--- MATERIAL SHOWN ---

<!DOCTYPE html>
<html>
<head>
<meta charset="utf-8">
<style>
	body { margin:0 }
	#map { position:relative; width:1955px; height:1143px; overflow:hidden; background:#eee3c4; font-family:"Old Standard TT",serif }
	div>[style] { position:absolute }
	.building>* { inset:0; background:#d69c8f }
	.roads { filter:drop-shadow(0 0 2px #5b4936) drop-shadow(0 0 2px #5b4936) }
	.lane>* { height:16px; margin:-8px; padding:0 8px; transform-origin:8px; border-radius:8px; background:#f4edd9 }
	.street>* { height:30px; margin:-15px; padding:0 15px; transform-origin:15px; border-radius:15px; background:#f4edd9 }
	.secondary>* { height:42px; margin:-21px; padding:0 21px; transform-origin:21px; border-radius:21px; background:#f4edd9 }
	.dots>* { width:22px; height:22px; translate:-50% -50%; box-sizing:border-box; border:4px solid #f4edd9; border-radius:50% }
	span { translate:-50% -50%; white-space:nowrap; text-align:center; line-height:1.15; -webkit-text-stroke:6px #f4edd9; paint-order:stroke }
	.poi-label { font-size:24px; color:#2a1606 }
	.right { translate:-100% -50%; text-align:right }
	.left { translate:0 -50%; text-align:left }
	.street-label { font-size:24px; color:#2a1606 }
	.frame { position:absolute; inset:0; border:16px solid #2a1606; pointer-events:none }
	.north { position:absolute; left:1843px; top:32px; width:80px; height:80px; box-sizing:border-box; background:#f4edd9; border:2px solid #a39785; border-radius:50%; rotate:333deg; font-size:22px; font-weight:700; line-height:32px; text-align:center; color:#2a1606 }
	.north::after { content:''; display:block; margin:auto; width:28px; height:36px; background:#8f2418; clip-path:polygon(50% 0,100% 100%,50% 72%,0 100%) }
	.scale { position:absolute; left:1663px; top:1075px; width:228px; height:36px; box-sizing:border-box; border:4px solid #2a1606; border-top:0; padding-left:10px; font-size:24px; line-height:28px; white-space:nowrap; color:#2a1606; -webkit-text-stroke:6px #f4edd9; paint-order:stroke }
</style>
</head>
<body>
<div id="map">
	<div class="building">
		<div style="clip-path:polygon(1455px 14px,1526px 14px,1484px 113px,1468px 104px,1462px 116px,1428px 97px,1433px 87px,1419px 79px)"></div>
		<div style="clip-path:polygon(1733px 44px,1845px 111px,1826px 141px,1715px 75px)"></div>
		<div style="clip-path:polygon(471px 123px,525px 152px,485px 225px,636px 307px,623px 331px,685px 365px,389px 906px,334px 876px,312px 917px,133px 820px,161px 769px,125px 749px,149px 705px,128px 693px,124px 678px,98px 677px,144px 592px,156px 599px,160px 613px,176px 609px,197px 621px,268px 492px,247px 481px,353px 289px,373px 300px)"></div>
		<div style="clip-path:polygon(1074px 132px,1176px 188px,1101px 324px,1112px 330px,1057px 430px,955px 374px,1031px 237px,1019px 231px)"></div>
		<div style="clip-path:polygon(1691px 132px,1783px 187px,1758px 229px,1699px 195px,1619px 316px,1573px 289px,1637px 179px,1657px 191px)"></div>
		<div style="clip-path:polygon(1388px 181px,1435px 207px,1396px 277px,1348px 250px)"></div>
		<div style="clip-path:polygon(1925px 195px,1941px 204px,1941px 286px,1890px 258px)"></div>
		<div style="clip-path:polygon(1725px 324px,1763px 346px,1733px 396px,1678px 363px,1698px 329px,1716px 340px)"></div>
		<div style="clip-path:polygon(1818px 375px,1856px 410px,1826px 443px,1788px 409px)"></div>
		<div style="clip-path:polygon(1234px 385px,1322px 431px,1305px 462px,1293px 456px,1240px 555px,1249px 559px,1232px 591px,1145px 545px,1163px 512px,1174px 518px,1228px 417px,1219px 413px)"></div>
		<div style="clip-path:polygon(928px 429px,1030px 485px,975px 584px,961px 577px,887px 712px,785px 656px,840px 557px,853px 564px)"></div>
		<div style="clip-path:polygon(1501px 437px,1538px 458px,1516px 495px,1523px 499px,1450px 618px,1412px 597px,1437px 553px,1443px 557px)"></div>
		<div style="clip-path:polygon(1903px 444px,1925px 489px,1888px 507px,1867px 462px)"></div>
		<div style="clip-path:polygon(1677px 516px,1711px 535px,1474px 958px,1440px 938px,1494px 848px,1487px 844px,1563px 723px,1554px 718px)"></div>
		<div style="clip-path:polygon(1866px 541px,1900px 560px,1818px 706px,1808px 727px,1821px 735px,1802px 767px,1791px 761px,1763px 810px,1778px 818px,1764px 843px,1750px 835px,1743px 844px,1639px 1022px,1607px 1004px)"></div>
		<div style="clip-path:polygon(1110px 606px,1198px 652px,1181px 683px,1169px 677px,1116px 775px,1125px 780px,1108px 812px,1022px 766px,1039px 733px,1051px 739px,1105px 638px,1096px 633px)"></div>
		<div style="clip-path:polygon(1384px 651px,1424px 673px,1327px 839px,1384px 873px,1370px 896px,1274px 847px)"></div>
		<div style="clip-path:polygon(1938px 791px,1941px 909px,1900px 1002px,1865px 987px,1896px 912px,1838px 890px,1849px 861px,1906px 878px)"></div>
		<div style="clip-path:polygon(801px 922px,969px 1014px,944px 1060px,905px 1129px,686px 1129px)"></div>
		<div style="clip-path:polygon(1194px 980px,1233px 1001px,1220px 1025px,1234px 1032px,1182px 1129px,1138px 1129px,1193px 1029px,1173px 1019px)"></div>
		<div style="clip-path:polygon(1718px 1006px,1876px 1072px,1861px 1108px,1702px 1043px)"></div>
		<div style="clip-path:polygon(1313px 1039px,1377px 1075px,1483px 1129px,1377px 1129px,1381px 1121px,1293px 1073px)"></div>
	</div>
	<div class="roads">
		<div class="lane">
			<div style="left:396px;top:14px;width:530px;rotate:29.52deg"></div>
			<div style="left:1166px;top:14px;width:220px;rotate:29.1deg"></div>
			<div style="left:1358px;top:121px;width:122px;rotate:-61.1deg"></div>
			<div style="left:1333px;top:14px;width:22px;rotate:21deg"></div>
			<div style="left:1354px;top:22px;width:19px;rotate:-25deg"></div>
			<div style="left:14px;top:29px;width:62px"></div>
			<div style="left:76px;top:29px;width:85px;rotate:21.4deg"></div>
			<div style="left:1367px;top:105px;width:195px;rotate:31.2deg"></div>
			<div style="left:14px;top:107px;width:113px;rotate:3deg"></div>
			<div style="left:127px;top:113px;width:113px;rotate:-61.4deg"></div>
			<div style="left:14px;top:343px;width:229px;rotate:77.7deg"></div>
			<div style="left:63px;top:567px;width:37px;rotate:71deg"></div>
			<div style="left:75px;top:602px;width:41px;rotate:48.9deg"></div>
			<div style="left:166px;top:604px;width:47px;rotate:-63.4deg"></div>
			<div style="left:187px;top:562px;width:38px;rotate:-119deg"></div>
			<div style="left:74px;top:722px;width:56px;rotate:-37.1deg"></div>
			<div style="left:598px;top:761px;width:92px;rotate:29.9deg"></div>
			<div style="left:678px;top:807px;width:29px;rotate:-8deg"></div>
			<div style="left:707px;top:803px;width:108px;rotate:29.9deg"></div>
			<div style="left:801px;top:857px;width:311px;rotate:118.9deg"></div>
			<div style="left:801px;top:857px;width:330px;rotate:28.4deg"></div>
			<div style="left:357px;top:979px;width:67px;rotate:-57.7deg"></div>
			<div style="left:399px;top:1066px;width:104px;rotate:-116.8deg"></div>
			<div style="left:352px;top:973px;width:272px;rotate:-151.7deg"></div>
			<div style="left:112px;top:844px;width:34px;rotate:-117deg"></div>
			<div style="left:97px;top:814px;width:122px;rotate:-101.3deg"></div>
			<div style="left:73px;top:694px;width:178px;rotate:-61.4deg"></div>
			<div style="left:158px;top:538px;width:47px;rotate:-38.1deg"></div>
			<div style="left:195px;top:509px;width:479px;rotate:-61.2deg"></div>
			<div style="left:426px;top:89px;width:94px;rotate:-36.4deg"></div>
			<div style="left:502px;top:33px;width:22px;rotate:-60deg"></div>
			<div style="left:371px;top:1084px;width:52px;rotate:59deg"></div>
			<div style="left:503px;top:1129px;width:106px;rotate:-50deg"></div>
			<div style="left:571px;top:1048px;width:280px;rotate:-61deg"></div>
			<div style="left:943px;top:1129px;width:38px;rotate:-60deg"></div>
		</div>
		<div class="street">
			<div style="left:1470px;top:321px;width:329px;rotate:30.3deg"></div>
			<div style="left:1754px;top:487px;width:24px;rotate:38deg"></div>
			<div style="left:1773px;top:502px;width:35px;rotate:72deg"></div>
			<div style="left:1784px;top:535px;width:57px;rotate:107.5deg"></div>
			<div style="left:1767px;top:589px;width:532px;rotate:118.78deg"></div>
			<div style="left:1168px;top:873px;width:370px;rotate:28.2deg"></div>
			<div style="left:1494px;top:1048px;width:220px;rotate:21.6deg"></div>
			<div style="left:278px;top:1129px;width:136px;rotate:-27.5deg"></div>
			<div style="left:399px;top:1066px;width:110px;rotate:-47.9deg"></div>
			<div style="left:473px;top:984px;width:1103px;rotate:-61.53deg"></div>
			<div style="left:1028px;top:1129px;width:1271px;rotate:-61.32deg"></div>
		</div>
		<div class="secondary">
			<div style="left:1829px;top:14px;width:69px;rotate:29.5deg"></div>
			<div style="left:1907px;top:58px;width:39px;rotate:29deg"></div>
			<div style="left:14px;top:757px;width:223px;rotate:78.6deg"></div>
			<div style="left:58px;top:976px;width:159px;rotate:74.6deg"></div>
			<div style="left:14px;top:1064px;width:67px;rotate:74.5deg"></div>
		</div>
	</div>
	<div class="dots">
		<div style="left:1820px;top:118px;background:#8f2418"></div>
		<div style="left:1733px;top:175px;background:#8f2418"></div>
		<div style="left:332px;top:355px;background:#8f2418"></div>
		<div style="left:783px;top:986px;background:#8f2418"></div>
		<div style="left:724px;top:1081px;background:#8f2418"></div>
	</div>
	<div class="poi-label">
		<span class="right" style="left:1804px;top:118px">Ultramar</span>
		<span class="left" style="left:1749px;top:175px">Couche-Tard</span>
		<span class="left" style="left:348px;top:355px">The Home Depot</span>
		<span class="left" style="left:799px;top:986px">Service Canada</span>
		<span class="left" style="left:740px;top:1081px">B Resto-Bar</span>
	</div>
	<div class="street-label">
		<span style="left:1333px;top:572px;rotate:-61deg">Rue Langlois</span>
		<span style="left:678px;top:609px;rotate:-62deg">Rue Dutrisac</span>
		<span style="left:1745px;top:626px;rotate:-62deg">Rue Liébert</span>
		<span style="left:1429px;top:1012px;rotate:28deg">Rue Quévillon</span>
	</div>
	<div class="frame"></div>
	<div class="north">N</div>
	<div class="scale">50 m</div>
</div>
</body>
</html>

---

_YOUR TASK:_ One inclusive range is required: first line of the data through the line containing "height:16px; margin:-8px; padding:0". Set it down exactly and output nothing else.

_SOLUTION FOR THIS EXERCISE:_
<!DOCTYPE html>
<html>
<head>
<meta charset="utf-8">
<style>
	body { margin:0 }
	#map { position:relative; width:1955px; height:1143px; overflow:hidden; background:#eee3c4; font-family:"Old Standard TT",serif }
	div>[style] { position:absolute }
	.building>* { inset:0; background:#d69c8f }
	.roads { filter:drop-shadow(0 0 2px #5b4936) drop-shadow(0 0 2px #5b4936) }
	.lane>* { height:16px; margin:-8px; padding:0 8px; transform-origin:8px; border-radius:8px; background:#f4edd9 }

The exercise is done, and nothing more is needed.